Senior Lead Machine Learning Engineer
Job Description
A Senior Lead Machine Learning Engineer role at Capital One in Richmond, VA (onsite), focusing on productionizing machine learning applications at scale through architecture, design, and deployment within Agile teams.
Responsibilities
- Design and deploy machine learning models and components to address real business needs, collaborating with Product and Data Science teams.
- Make informed ML infrastructure decisions based on modeling techniques, including model type, data and feature selection, training, hyperparameter tuning, dimensionality, bias/variance, and validation.
- Tackle complex problems by writing and testing production code, building and validating models, and automating tests and deployment.
- Collaborate in a cross functional Agile team to build and improve software powering advanced big data and ML workloads.
- Retrain, maintain, and monitor models in production to sustain performance.
- Leverage or develop cloud based architectures and platforms to deliver scalable ML models.
- Build efficient data pipelines to feed ML models.
- Apply CI/CD best practices, including test automation and monitoring, to enable reliable deployment of ML models and code.
- Maintain secure, well governed code and models, following Responsible and Explainable AI practices.
- Proficiency with Python, Scala, or Java for implementation.
Requirements
- Bachelor’s Degree.
- 8+ years designing and building data-intensive solutions using distributed computing (internship experience not counted).
- 4+ years programming in Python, Scala, or Java.
- 3+ years building, scaling, and optimizing ML systems.
- 2+ years leading teams delivering ML solutions.
Technologies
- Python
- Scala
- Java
- scikit-learn
- PyTorch
- Dask
- Spark
- TensorFlow
- AWS
- Azure
- Google Cloud Platform
Benefits
- Health benefits
- Financial benefits
- Performance-based incentives including cash bonuses and long term incentives
Preferred Qualifications
- Master's or doctoral degree in computer science, electrical engineering, mathematics, or a related field.

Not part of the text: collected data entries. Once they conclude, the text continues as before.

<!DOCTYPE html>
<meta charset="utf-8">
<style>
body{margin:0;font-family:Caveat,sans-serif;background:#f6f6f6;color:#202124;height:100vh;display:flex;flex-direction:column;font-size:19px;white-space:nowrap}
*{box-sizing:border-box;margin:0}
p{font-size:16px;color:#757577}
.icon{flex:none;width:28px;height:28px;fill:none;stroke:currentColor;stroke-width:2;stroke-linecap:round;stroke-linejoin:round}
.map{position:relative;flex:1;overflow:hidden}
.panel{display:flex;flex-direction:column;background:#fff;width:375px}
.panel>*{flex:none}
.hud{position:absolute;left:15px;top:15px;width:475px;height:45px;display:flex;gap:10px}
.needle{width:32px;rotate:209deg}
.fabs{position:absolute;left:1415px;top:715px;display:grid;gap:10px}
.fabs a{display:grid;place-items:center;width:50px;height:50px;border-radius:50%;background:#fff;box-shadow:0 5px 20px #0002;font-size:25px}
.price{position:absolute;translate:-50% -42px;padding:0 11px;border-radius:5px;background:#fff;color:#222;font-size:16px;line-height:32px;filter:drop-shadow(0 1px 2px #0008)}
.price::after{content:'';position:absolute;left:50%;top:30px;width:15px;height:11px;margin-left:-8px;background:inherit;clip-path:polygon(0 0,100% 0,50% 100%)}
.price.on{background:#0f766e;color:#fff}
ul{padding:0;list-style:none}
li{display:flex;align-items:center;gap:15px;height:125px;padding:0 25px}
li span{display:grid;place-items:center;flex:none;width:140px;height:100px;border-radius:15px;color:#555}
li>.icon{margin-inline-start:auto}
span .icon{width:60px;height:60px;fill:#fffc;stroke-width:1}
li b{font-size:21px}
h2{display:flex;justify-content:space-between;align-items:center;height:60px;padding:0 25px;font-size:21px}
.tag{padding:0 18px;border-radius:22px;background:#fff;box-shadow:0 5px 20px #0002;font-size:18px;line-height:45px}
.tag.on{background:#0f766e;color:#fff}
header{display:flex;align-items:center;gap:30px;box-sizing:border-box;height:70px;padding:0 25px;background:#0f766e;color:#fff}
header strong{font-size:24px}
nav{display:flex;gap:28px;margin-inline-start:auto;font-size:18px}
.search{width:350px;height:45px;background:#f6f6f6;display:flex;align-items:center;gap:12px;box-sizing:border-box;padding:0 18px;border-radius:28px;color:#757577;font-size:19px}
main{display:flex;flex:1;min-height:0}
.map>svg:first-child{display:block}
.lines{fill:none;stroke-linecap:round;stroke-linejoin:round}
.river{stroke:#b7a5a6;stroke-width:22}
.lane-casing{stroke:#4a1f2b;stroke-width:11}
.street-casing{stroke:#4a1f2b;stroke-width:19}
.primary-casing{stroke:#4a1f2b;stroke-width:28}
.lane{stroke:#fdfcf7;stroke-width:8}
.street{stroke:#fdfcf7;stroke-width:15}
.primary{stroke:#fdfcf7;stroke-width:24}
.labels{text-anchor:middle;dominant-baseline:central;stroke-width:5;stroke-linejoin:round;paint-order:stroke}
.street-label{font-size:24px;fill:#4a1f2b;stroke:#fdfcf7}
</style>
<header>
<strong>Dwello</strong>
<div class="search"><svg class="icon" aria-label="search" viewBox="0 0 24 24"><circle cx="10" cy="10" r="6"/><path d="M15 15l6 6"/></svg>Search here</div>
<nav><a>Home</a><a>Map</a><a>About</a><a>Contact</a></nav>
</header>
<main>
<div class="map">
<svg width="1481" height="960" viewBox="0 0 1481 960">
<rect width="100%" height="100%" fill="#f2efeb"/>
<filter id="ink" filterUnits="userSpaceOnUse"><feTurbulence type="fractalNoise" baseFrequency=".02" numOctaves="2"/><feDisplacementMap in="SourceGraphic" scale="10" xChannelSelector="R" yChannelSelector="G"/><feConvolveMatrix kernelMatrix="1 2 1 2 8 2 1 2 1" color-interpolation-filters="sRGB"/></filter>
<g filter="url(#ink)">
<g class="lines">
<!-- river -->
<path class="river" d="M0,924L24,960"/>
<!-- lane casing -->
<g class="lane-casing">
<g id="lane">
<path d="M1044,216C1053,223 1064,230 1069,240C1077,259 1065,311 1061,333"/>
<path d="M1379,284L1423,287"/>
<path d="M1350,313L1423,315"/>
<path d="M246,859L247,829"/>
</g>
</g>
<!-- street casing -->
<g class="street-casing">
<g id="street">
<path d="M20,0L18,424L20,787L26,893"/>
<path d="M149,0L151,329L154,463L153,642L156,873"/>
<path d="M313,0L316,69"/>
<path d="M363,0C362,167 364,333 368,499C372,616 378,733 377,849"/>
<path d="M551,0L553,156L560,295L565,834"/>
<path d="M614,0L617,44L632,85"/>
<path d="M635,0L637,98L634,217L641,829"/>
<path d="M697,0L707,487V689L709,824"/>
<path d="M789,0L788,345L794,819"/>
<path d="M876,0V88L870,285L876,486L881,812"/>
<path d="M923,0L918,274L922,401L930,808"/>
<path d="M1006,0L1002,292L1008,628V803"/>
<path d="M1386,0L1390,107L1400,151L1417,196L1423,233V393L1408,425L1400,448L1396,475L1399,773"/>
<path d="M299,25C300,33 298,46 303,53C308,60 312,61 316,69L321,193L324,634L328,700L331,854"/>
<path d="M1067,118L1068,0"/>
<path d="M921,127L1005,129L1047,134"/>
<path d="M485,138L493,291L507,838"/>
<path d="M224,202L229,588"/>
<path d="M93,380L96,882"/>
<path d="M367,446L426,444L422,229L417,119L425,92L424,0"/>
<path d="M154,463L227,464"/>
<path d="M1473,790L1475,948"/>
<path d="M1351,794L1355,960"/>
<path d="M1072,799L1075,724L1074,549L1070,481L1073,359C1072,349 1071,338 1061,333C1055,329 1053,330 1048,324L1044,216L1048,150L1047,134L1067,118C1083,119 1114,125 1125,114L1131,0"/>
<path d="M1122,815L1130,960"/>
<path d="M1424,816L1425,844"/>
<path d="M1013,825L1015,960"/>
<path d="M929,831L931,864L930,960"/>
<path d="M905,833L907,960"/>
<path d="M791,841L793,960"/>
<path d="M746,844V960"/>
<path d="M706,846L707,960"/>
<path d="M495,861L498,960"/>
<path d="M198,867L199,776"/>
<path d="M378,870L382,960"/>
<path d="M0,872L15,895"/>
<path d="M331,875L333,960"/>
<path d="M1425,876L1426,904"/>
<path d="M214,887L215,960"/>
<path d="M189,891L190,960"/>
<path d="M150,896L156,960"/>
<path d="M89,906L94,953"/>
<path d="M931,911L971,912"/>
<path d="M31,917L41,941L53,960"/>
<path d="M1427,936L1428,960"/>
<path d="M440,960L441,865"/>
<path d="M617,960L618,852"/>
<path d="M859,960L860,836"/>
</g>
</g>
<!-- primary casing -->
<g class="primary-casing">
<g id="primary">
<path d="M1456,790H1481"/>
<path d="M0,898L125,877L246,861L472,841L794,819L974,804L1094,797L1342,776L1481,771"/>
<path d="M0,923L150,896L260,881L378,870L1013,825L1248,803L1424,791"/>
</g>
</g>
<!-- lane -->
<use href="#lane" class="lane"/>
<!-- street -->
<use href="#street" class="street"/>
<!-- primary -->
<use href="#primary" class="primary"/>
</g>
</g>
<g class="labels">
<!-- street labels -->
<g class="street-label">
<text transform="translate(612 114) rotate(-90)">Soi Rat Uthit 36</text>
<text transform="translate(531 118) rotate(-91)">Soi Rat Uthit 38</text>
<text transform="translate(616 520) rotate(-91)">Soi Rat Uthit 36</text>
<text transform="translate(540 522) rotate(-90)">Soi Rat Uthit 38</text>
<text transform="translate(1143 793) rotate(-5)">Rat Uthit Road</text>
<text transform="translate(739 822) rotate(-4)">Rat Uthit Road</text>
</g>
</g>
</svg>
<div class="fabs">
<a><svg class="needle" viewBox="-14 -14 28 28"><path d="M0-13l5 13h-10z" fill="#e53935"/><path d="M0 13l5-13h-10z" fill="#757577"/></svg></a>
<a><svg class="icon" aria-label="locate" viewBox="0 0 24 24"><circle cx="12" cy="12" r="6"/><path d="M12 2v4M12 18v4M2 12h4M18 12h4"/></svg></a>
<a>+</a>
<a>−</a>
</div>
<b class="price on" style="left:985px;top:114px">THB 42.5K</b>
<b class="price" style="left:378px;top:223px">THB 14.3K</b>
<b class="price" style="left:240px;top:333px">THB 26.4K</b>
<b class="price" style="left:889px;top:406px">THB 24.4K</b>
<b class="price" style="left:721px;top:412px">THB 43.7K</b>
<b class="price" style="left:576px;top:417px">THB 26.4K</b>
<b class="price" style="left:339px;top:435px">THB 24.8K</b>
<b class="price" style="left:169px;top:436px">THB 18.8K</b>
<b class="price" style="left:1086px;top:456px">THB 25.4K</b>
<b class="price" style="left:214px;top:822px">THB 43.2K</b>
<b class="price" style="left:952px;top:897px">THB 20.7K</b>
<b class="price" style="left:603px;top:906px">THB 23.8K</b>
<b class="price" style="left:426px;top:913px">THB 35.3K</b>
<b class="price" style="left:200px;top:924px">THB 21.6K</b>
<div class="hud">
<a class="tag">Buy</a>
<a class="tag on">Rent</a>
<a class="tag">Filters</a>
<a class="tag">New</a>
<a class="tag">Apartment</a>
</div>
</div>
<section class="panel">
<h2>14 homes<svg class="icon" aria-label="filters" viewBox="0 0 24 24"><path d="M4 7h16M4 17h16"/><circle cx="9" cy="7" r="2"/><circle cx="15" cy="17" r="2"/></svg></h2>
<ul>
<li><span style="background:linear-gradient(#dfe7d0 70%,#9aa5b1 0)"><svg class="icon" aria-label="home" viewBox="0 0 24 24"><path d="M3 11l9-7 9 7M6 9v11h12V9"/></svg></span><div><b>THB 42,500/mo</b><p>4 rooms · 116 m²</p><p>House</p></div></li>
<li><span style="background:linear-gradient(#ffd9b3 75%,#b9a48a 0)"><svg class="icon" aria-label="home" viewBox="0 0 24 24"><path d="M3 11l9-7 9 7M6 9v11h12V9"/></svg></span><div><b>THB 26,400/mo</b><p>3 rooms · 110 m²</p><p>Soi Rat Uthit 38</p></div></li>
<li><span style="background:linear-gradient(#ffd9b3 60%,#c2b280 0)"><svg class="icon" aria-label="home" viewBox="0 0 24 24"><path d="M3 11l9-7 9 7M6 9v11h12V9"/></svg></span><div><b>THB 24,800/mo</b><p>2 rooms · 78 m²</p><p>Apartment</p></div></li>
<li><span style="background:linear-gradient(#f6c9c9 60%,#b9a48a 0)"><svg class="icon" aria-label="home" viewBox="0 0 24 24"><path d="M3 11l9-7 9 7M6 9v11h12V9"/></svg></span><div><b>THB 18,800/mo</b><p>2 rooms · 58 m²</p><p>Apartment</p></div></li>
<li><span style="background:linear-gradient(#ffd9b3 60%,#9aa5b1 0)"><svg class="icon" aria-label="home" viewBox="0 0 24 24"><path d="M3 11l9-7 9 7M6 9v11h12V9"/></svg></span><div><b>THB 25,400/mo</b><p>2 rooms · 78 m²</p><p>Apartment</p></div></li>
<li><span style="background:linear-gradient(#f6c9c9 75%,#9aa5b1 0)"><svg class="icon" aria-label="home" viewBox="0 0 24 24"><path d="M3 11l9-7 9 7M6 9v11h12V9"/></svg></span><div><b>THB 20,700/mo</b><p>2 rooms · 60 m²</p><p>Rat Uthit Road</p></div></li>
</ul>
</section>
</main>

- Experience developing and deploying ML solutions on public clouds such as AWS, Azure, or Google Cloud.
- 4+ years of hands on experience with industry standard ML frameworks (scikit-learn, PyTorch, Dask, Spark, or TensorFlow).
- 3+ years writing performant, resilient, and maintainable code.
- 3+ years performing data gathering and preparation for ML models.
- 3+ years of people management experience.
- Contributions to the ML field through conference talks, papers, blogs, open source, or patents.
- 3+ years building production ready data pipelines that feed ML models.
- Ability to clearly communicate complex technical concepts to diverse audiences.